Streaming SQL

This repo has example Kubernetes deployment files and example applications for various streaming SQL options.

Kafka

All the examples in this repo assume you have an Apache Kafka cluster running and accessible on you Kubernetes cluster. Strimzi is a great way to get Kafka up and running on Kubernetes.

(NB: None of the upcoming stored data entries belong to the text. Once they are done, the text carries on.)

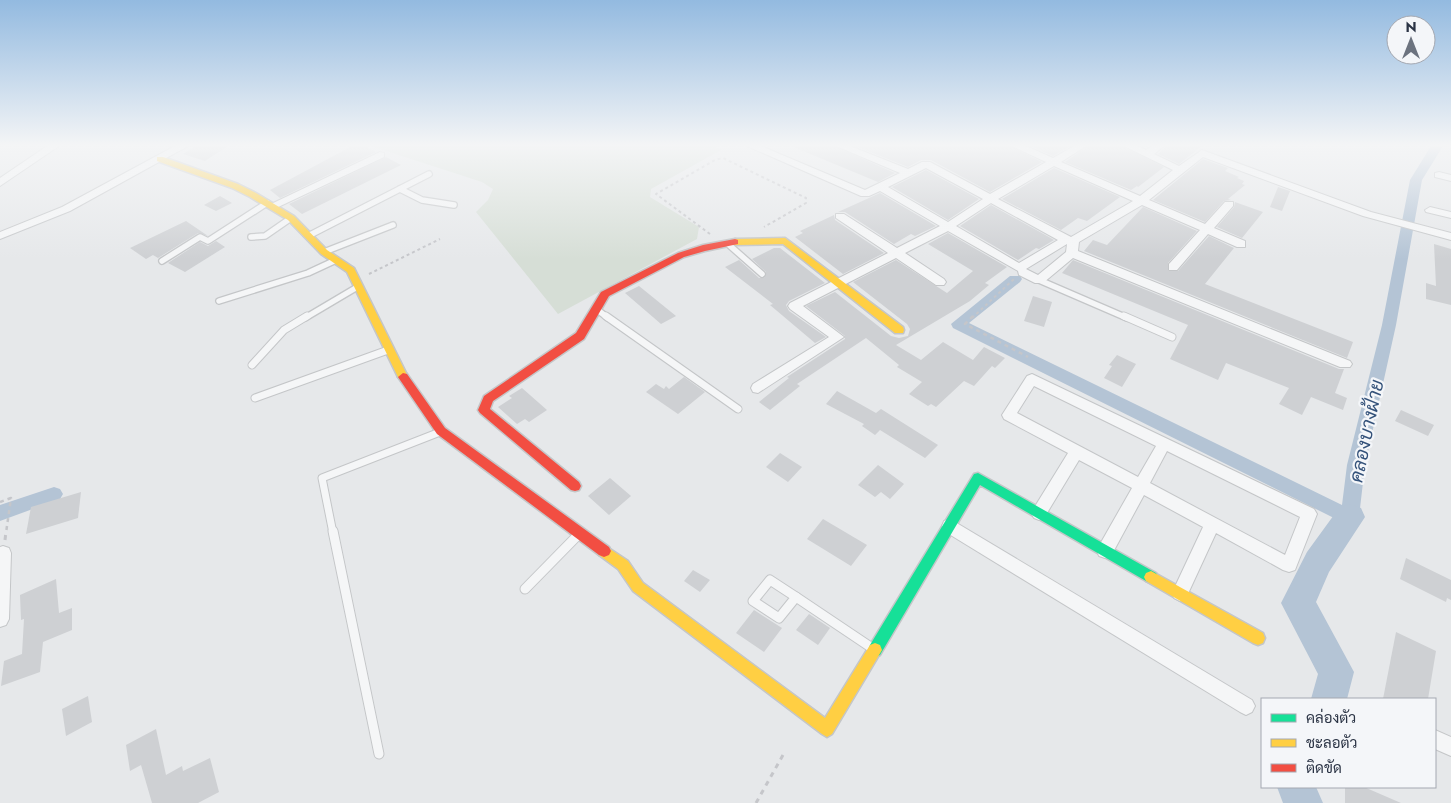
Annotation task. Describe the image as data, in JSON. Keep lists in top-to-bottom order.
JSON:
{
  "water": ["คลองบางฝ้าย"],
  "legend": ["คล่องตัว", "ชะลอตัว", "ติดขัด"],
  "north": "top"
}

Install the latest version of the Strimzi Kafka Cluster Operator on your cluster with the following command (see the docs for other deployment options):

curl -L http://strimzi.io/install/latest \
    | sed 's/namespace: .*/namespace: <namespace>/' \
    | kubectl apply -f - -n <namespace>

Then you can spin up a 3 node Kafka cluster with the following command (see the Strimzi project repository for other example Kafka deployments):

kubectl apply -f \
    https://strimzi.io/examples/latest/kafka/kafka-persistent.yaml \
    -n <namespace>

Stream Generator

In order to provide an example streaming source, for the stream SQL implementations in this repo, an example stream generator deployment is provided. This will stream the Wikipedia changes log into a Kafka topic (removing any non-change messages and errors). This stream source can be deployed using the following command:

kubectl apply -f stream-generator/generator-deployment.yaml

By default this will stream messages to the broker bootstrap address for the Strimzi cluster described in the section above. If you are using a different set up the change the KAFKA_BOOTSTRAP_SERVERS environment variable in the deployment file. The generator will stream changes into the wiki-changes topic on the configured Kafka broker. If you do not have topic auto-creation enabled, you should create that topic first. If you are using the Strimzi deployment above, which has the Topic Operator enabled, the topic can be created using the command below:

kubectl apply -f stream-generator/kafka-topic.yaml

ksqlDB

ksqlDB is a streaming SQL implementation based on Apache Kafka and the Kafka Stream library.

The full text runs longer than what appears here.